## Your objective
Every record here needs to be duplicated exactly.

## Data to use

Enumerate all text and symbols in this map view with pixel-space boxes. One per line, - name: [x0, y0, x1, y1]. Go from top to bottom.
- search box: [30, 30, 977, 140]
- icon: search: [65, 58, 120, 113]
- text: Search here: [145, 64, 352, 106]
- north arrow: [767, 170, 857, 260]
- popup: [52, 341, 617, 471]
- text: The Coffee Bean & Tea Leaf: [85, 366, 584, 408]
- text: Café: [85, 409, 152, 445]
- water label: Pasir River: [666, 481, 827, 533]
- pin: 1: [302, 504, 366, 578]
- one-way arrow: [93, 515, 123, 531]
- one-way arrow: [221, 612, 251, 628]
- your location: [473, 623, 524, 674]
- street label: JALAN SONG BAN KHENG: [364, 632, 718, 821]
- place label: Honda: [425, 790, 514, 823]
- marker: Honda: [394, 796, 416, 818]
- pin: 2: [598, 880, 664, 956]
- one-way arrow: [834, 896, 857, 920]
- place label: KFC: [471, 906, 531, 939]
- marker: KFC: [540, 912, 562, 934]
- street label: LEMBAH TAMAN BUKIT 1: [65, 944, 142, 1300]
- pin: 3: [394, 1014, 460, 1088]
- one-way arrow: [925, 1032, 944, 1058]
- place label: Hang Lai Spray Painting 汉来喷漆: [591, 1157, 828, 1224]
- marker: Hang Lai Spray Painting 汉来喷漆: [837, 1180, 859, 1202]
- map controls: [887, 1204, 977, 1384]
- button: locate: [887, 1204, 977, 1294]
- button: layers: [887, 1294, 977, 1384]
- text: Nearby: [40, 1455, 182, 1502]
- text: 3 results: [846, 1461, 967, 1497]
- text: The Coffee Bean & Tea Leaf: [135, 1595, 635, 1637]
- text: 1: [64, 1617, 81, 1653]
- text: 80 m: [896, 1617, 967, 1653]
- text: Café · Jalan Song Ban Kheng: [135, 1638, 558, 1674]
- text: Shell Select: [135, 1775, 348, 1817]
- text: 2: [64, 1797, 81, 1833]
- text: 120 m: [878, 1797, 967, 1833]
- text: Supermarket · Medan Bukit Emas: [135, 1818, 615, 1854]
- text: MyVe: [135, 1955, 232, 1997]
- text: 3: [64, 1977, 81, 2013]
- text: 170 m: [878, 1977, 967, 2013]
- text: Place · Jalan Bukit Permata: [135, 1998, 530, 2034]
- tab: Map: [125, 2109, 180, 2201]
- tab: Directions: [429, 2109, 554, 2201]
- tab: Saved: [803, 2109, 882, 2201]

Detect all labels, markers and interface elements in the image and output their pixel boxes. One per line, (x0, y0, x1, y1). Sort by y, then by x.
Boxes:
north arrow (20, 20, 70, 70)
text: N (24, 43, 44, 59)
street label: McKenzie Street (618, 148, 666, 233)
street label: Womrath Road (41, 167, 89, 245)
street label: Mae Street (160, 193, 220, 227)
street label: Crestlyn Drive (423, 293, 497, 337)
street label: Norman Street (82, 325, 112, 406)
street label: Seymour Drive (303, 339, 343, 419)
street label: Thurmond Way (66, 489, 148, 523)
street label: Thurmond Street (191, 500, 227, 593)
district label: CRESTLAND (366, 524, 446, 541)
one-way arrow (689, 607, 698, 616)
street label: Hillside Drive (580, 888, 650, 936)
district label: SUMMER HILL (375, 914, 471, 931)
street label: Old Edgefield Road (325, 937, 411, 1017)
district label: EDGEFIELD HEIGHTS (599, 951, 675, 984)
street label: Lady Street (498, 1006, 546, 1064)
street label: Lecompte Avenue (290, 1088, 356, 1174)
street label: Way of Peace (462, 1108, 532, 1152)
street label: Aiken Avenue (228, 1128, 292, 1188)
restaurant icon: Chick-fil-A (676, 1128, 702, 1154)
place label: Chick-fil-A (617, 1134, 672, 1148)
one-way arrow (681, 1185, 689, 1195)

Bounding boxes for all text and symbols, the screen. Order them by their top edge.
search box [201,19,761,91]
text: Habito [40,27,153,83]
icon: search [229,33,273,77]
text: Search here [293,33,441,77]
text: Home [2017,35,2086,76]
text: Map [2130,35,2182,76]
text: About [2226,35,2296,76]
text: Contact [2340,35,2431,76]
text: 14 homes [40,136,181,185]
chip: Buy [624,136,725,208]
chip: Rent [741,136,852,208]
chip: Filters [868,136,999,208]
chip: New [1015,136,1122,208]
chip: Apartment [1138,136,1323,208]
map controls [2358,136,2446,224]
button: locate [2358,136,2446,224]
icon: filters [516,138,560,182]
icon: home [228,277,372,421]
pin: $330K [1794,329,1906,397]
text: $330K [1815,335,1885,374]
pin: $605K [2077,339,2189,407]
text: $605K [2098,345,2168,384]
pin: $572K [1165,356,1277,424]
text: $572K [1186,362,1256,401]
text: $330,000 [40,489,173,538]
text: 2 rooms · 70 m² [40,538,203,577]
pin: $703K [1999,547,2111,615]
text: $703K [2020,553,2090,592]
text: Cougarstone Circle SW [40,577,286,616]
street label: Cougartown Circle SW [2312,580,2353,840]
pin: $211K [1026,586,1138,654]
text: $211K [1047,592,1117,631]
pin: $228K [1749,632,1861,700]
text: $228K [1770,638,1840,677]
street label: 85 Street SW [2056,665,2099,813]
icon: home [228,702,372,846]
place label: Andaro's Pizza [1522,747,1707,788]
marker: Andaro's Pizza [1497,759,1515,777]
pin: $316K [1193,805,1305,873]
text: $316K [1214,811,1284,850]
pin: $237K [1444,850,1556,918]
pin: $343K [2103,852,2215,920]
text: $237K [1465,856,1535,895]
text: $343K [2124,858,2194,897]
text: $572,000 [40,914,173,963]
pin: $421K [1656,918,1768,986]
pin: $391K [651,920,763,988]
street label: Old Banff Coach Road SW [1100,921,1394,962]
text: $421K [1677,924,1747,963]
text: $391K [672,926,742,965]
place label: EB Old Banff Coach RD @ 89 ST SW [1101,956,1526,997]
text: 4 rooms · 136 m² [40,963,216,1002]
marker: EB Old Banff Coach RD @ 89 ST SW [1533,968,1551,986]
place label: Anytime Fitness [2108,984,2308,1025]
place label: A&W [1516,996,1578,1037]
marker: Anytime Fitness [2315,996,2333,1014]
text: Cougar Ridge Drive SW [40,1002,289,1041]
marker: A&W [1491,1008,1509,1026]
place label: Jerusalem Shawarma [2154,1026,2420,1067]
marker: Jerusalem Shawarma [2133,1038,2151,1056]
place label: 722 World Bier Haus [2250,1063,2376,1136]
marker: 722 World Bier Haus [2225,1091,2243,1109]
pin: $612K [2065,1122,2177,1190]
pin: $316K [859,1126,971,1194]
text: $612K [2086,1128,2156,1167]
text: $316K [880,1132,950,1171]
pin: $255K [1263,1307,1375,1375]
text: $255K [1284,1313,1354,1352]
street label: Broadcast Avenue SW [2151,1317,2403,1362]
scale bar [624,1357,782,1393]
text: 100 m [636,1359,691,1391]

## Answer below
Enumerate all text and symbols in this map view with pixel-space boxes. One per line, - name: [x0, y0, x1, y1]. Go from top to bottom.
- search box: [30, 30, 977, 140]
- icon: search: [65, 58, 120, 113]
- text: Search here: [145, 64, 352, 106]
- north arrow: [767, 170, 857, 260]
- popup: [52, 341, 617, 471]
- text: The Coffee Bean & Tea Leaf: [85, 366, 584, 408]
- text: Café: [85, 409, 152, 445]
- water label: Pasir River: [666, 481, 827, 533]
- pin: 1: [302, 504, 366, 578]
- one-way arrow: [93, 515, 123, 531]
- one-way arrow: [221, 612, 251, 628]
- your location: [473, 623, 524, 674]
- street label: JALAN SONG BAN KHENG: [364, 632, 718, 821]
- place label: Honda: [425, 790, 514, 823]
- marker: Honda: [394, 796, 416, 818]
- pin: 2: [598, 880, 664, 956]
- one-way arrow: [834, 896, 857, 920]
- place label: KFC: [471, 906, 531, 939]
- marker: KFC: [540, 912, 562, 934]
- street label: LEMBAH TAMAN BUKIT 1: [65, 944, 142, 1300]
- pin: 3: [394, 1014, 460, 1088]
- one-way arrow: [925, 1032, 944, 1058]
- place label: Hang Lai Spray Painting 汉来喷漆: [591, 1157, 828, 1224]
- marker: Hang Lai Spray Painting 汉来喷漆: [837, 1180, 859, 1202]
- map controls: [887, 1204, 977, 1384]
- button: locate: [887, 1204, 977, 1294]
- button: layers: [887, 1294, 977, 1384]
- text: Nearby: [40, 1455, 182, 1502]
- text: 3 results: [846, 1461, 967, 1497]
- text: The Coffee Bean & Tea Leaf: [135, 1595, 635, 1637]
- text: 1: [64, 1617, 81, 1653]
- text: 80 m: [896, 1617, 967, 1653]
- text: Café · Jalan Song Ban Kheng: [135, 1638, 558, 1674]
- text: Shell Select: [135, 1775, 348, 1817]
- text: 2: [64, 1797, 81, 1833]
- text: 120 m: [878, 1797, 967, 1833]
- text: Supermarket · Medan Bukit Emas: [135, 1818, 615, 1854]
- text: MyVe: [135, 1955, 232, 1997]
- text: 3: [64, 1977, 81, 2013]
- text: 170 m: [878, 1977, 967, 2013]
- text: Place · Jalan Bukit Permata: [135, 1998, 530, 2034]
- tab: Map: [125, 2109, 180, 2201]
- tab: Directions: [429, 2109, 554, 2201]
- tab: Saved: [803, 2109, 882, 2201]

Detect all labels, markers and interface elements in the image and output their pixel boxes. One per line, (x0, y0, x1, y1). Sort by y, then by x.
Boxes:
north arrow (20, 20, 70, 70)
text: N (24, 43, 44, 59)
street label: McKenzie Street (618, 148, 666, 233)
street label: Womrath Road (41, 167, 89, 245)
street label: Mae Street (160, 193, 220, 227)
street label: Crestlyn Drive (423, 293, 497, 337)
street label: Norman Street (82, 325, 112, 406)
street label: Seymour Drive (303, 339, 343, 419)
street label: Thurmond Way (66, 489, 148, 523)
street label: Thurmond Street (191, 500, 227, 593)
district label: CRESTLAND (366, 524, 446, 541)
one-way arrow (689, 607, 698, 616)
street label: Hillside Drive (580, 888, 650, 936)
district label: SUMMER HILL (375, 914, 471, 931)
street label: Old Edgefield Road (325, 937, 411, 1017)
district label: EDGEFIELD HEIGHTS (599, 951, 675, 984)
street label: Lady Street (498, 1006, 546, 1064)
street label: Lecompte Avenue (290, 1088, 356, 1174)
street label: Way of Peace (462, 1108, 532, 1152)
street label: Aiken Avenue (228, 1128, 292, 1188)
restaurant icon: Chick-fil-A (676, 1128, 702, 1154)
place label: Chick-fil-A (617, 1134, 672, 1148)
one-way arrow (681, 1185, 689, 1195)

Bounding boxes for all text and symbols, the screen. Order them by their top edge.
search box [201,19,761,91]
text: Habito [40,27,153,83]
icon: search [229,33,273,77]
text: Search here [293,33,441,77]
text: Home [2017,35,2086,76]
text: Map [2130,35,2182,76]
text: About [2226,35,2296,76]
text: Contact [2340,35,2431,76]
text: 14 homes [40,136,181,185]
chip: Buy [624,136,725,208]
chip: Rent [741,136,852,208]
chip: Filters [868,136,999,208]
chip: New [1015,136,1122,208]
chip: Apartment [1138,136,1323,208]
map controls [2358,136,2446,224]
button: locate [2358,136,2446,224]
icon: filters [516,138,560,182]
icon: home [228,277,372,421]
pin: $330K [1794,329,1906,397]
text: $330K [1815,335,1885,374]
pin: $605K [2077,339,2189,407]
text: $605K [2098,345,2168,384]
pin: $572K [1165,356,1277,424]
text: $572K [1186,362,1256,401]
text: $330,000 [40,489,173,538]
text: 2 rooms · 70 m² [40,538,203,577]
pin: $703K [1999,547,2111,615]
text: $703K [2020,553,2090,592]
text: Cougarstone Circle SW [40,577,286,616]
street label: Cougartown Circle SW [2312,580,2353,840]
pin: $211K [1026,586,1138,654]
text: $211K [1047,592,1117,631]
pin: $228K [1749,632,1861,700]
text: $228K [1770,638,1840,677]
street label: 85 Street SW [2056,665,2099,813]
icon: home [228,702,372,846]
place label: Andaro's Pizza [1522,747,1707,788]
marker: Andaro's Pizza [1497,759,1515,777]
pin: $316K [1193,805,1305,873]
text: $316K [1214,811,1284,850]
pin: $237K [1444,850,1556,918]
pin: $343K [2103,852,2215,920]
text: $237K [1465,856,1535,895]
text: $343K [2124,858,2194,897]
text: $572,000 [40,914,173,963]
pin: $421K [1656,918,1768,986]
pin: $391K [651,920,763,988]
street label: Old Banff Coach Road SW [1100,921,1394,962]
text: $421K [1677,924,1747,963]
text: $391K [672,926,742,965]
place label: EB Old Banff Coach RD @ 89 ST SW [1101,956,1526,997]
text: 4 rooms · 136 m² [40,963,216,1002]
marker: EB Old Banff Coach RD @ 89 ST SW [1533,968,1551,986]
place label: Anytime Fitness [2108,984,2308,1025]
place label: A&W [1516,996,1578,1037]
marker: Anytime Fitness [2315,996,2333,1014]
text: Cougar Ridge Drive SW [40,1002,289,1041]
marker: A&W [1491,1008,1509,1026]
place label: Jerusalem Shawarma [2154,1026,2420,1067]
marker: Jerusalem Shawarma [2133,1038,2151,1056]
place label: 722 World Bier Haus [2250,1063,2376,1136]
marker: 722 World Bier Haus [2225,1091,2243,1109]
pin: $612K [2065,1122,2177,1190]
pin: $316K [859,1126,971,1194]
text: $612K [2086,1128,2156,1167]
text: $316K [880,1132,950,1171]
pin: $255K [1263,1307,1375,1375]
text: $255K [1284,1313,1354,1352]
street label: Broadcast Avenue SW [2151,1317,2403,1362]
scale bar [624,1357,782,1393]
text: 100 m [636,1359,691,1391]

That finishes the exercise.